#### The data ####

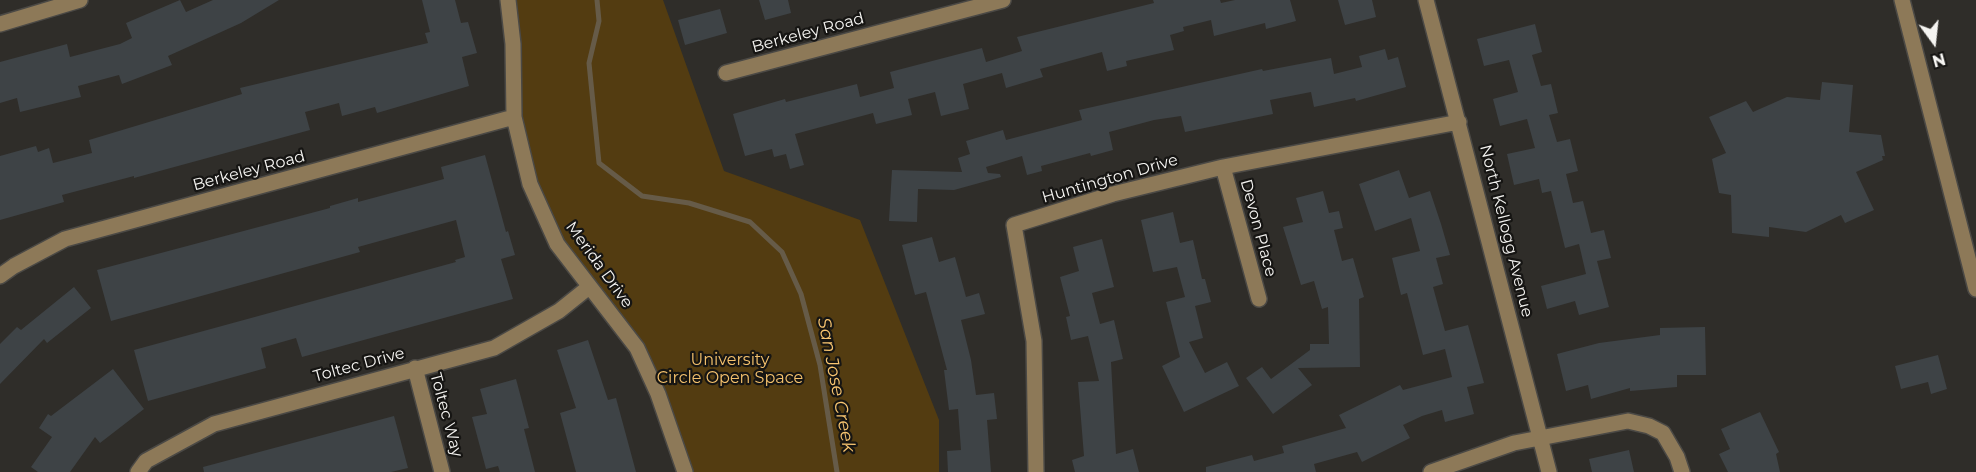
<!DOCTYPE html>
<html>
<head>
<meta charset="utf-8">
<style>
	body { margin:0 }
	#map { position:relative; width:1976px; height:472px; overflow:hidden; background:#2f2d29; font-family:Montserrat,sans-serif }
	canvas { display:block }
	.north { position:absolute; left:1904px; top:12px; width:60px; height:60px; -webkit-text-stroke:4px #161513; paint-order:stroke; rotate:165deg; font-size:16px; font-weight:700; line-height:24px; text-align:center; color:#f5f4f1 }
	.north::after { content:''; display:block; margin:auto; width:21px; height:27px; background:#f5f4f1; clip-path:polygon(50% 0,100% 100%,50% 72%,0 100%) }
</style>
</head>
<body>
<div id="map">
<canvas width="1976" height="472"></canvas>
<div class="north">N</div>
</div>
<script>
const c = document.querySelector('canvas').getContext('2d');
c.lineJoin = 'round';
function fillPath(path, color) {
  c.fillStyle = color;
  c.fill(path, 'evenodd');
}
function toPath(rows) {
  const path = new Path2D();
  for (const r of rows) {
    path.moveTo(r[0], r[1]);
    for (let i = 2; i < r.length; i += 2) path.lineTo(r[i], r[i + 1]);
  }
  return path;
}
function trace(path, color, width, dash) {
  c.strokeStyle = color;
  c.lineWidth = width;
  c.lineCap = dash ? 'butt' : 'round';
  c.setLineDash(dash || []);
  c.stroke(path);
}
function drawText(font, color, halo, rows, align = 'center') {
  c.font = font + ' Montserrat,sans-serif';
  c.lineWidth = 4.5;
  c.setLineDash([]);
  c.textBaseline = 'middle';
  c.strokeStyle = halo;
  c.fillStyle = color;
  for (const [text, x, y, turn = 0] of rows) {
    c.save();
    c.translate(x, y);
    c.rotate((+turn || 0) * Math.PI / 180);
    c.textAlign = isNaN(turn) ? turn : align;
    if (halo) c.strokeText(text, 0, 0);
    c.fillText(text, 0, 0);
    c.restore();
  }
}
fillPath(toPath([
	[508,0,663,0,724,171,860,220,939,420,939,472,685,472,637,348,557,244,514,117]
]), '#533c11');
trace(toPath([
	[597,0,599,21,589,63,599,163,642,196,689,203,750,222,782,252,801,294,820,365,837,472]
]), '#665b48', 5);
fillPath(toPath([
	[180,0,186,12,213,0,279,0,241,23,168,56,172,65,122,84,119,75,78,86,81,97,20,112,17,98,0,103,0,62,67,44,70,57,120,44,132,38,126,23],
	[422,0,455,0,461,23,468,22,477,53,462,57,469,86,377,113,375,107,342,116,339,103,305,112,310,130,134,178,134,176,62,195,64,202,0,220,0,156,36,146,38,152,49,148,53,163,92,153,89,140,242,94,240,88,428,43,425,33,430,32],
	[759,0,788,0,791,13,765,20],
	[1153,0,1220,0,1221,3,1235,0,1290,0,1296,21,1266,29,1265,23,1214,36,1211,20,1183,27,1184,31,1170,35,1174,50,1126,61,1127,66,1107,71,1102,52,1040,69,1043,77,1006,88,1002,73,963,84,969,109,941,116,935,92,908,99,912,115,876,124,873,113,795,134,804,165,790,169,786,154,774,157,772,149,745,156,733,114,785,99,786,102,857,84,860,97,894,88,890,72,982,48,986,62,1022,51,1017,37,1154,3],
	[1338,0,1372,0,1376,17,1345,25],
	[720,9,727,33,685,45,678,20],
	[1535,24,1542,52,1532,55,1541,86,1551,84,1558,113,1549,115,1557,142,1570,139,1578,171,1566,174,1573,203,1583,201,1591,233,1604,230,1611,258,1597,261,1609,307,1579,315,1575,301,1547,309,1541,286,1586,274,1579,244,1565,248,1551,191,1542,193,1539,179,1514,185,1507,154,1535,148,1527,119,1500,126,1493,99,1518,92,1509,60,1484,66,1477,39],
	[1385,49,1388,60,1398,57,1406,87,1356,101,1355,98,1314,107,1311,92,1270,100,1273,114,1185,132,1181,116,1154,120,1109,132,1113,150,1091,156,1090,153,1041,166,1042,171,1027,175,1022,156,986,167,988,173,1000,174,1001,177,954,190,918,189,917,222,889,221,892,170,962,172,958,158,970,154,966,141,1003,130,1006,140,1082,120,1079,110,1262,69,1263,71,1331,58,1334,74,1362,67,1359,56],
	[1822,82,1853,85,1849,132,1881,135,1885,156,1882,156,1883,160,1856,172,1874,210,1845,223,1841,215,1806,232,1769,227,1769,237,1732,233,1731,195,1719,193,1712,159,1726,153,1709,117,1746,101,1753,112,1787,97,1820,100],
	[485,155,506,232,508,231,515,255,501,259,513,299,302,357,296,338,261,348,266,368,148,401,134,350,456,262,455,260,465,257,456,220,358,247,360,252,111,321,97,270,330,208,330,206,358,198,358,202,444,179,441,167],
	[1399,170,1409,198,1430,191,1441,224,1450,255,1436,258,1443,284,1433,287,1445,331,1468,325,1484,383,1467,387,1474,414,1445,422,1442,410,1422,416,1403,425,1410,438,1362,462,1357,452,1314,464,1316,472,1206,472,1206,467,1252,455,1254,461,1284,453,1282,446,1346,428,1339,415,1400,385,1403,390,1452,377,1445,349,1423,355,1407,293,1401,295,1392,258,1420,251,1411,218,1375,231,1359,184],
	[1323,191,1329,213,1339,211,1343,228,1334,230,1342,261,1353,258,1364,297,1359,299,1360,367,1298,368,1312,385,1273,414,1246,378,1262,367,1271,379,1310,350,1310,344,1329,344,1328,307,1322,309,1314,281,1301,285,1283,227,1303,222,1296,198],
	[1173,212,1180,243,1193,240,1202,279,1205,279,1211,302,1195,306,1203,338,1189,342,1205,373,1227,362,1239,386,1184,412,1162,366,1180,357,1166,302,1185,297,1177,267,1153,272,1141,220],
	[932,237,939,262,955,257,966,297,979,293,985,314,961,320,971,360,976,395,994,393,997,419,987,420,991,472,948,472,947,451,961,450,958,409,949,410,944,370,947,370,926,292,915,295,902,245],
	[1102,239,1114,287,1092,293,1100,324,1114,320,1123,359,1111,362,1116,454,1133,449,1139,472,1075,472,1072,460,1084,456,1078,382,1099,381,1088,336,1071,340,1066,317,1070,316,1060,277,1079,271,1073,247],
	[74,287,91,308,47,343,44,339,0,384,0,344,17,327,21,330],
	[1705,327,1706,375,1677,375,1677,387,1630,391,1630,388,1591,399,1588,385,1566,391,1557,354,1599,343,1660,335,1660,328],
	[588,340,608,400,616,398,636,472,576,472,560,413,576,408,557,350],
	[1938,355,1947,389,1931,394,1928,382,1901,389,1895,366],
	[113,369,144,409,100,443,95,437,70,472,38,472,31,467,52,437,39,428,48,414,51,416],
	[516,379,529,428,524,429,535,472,500,472,498,466,486,469,472,417,487,414,480,389],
	[1760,412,1779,452,1776,454,1780,472,1728,472,1719,454,1730,449,1721,429],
	[394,416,408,468,391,472,204,472,203,467],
	[1629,450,1634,472,1592,472,1589,459]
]), '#3e4346');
const minor = toPath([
	[508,0,513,44,514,117,530,184,557,244,637,348,658,394,685,472],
	[1426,0,1549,472],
	[1902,0,1976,289],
	[0,24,80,0],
	[726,73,1003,0],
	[1223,167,1259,299],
	[0,276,14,266,65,239,514,117],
	[415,368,442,472],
	[138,472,146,461,214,424,494,348,559,311,589,287],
	[1036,472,1034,341,1014,225,1113,194,1223,167,1459,122],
	[1431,472,1514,443,1628,421,1649,426,1663,433,1677,457,1682,472]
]);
trace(minor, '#4b4945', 18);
trace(minor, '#8d7958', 15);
drawText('16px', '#f5f4f1', '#161513', [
	["Berkeley Road",808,33,-15],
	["Berkeley Road",249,171,-15],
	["Huntington Drive",1110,179,-16],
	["Devon Place",1258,228,75],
	["North Kellogg Avenue",1506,231,76],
	["Merida Drive",599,265,54],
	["Toltec Drive",359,365,-15],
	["Toltec Way",446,415,75]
]);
drawText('16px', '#f5c26d', '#161513', [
	["University",730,360],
	["Circle Open Space",730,378]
]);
drawText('italic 18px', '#f8c570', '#161513', [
	["San Jose Creek",836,385,79]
]);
</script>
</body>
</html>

####

Which lines of the entries above contain the word "align"? Copy each of them.

	.north { position:absolute; left:1904px; top:12px; width:60px; height:60px; -webkit-text-stroke:4px #161513; paint-order:stroke; rotate:165deg; font-size:16px; font-weight:700; line-height:24px; text-align:center; color:#f5f4f1 }
function drawText(font, color, halo, rows, align = 'center') {
    c.textAlign = isNaN(turn) ? turn : align;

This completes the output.